Task requirements -
Copy each entry verbatim, excluding its images.

§

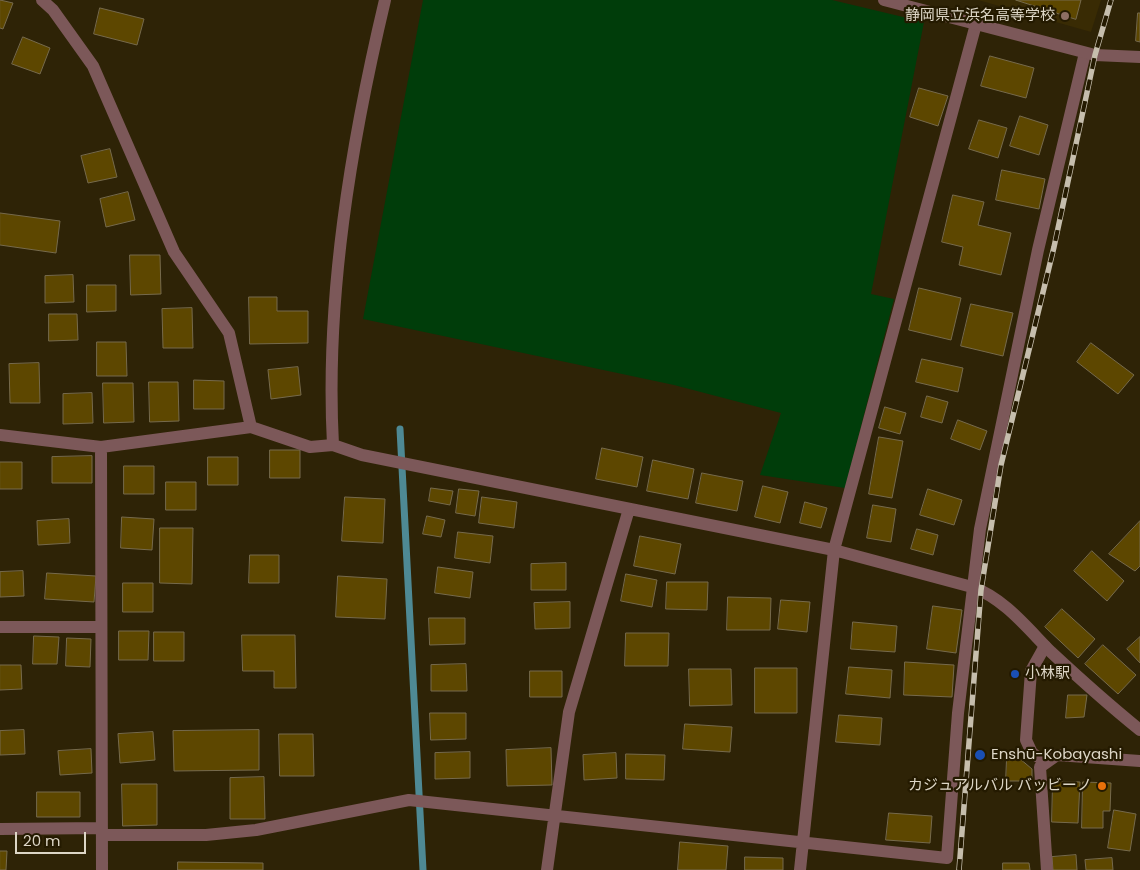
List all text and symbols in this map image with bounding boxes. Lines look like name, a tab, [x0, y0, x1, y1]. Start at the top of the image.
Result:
place label: 静岡県立浜名高等学校	[905, 7, 1055, 25]
marker: 静岡県立浜名高等学校	[1059, 10, 1071, 22]
place label: 小林駅	[1025, 665, 1070, 683]
marker: 小林駅	[1009, 668, 1021, 680]
place label: Enshū-Kobayashi	[991, 746, 1122, 764]
marker: Enshū-Kobayashi	[973, 748, 987, 762]
place label: カジュアルバル バッビーノ	[908, 777, 1092, 795]
marker: カジュアルバル バッビーノ	[1096, 780, 1108, 792]
scale bar	[18, 822, 89, 854]
text: 20 m	[23, 830, 61, 851]

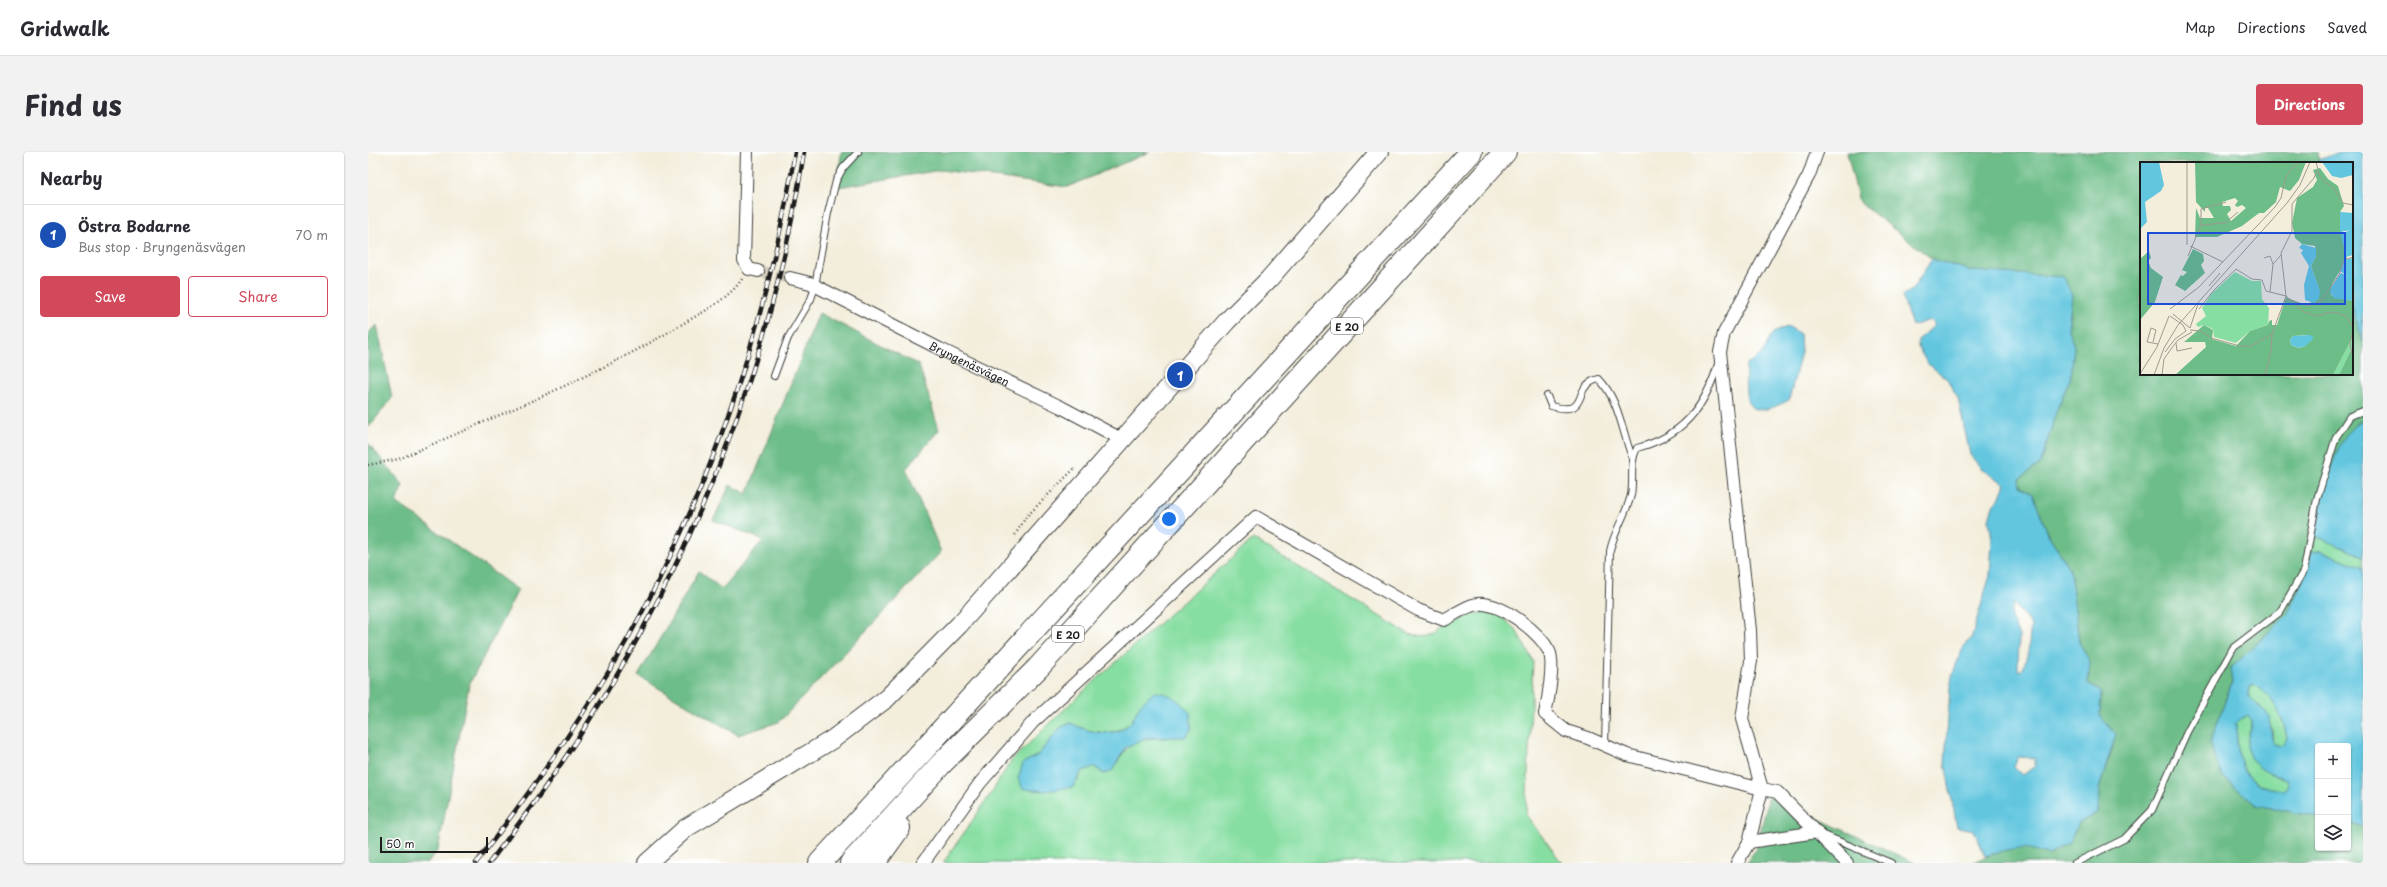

§

Written answer -
List all text and symbols in this map image with bounding boxes. Lines look like name, a tab, [x0, y0, x1, y1]. Start at the top of the image.
Result:
place label: 静岡県立浜名高等学校	[905, 7, 1055, 25]
marker: 静岡県立浜名高等学校	[1059, 10, 1071, 22]
place label: 小林駅	[1025, 665, 1070, 683]
marker: 小林駅	[1009, 668, 1021, 680]
place label: Enshū-Kobayashi	[991, 746, 1122, 764]
marker: Enshū-Kobayashi	[973, 748, 987, 762]
place label: カジュアルバル バッビーノ	[908, 777, 1092, 795]
marker: カジュアルバル バッビーノ	[1096, 780, 1108, 792]
scale bar	[18, 822, 89, 854]
text: 20 m	[23, 830, 61, 851]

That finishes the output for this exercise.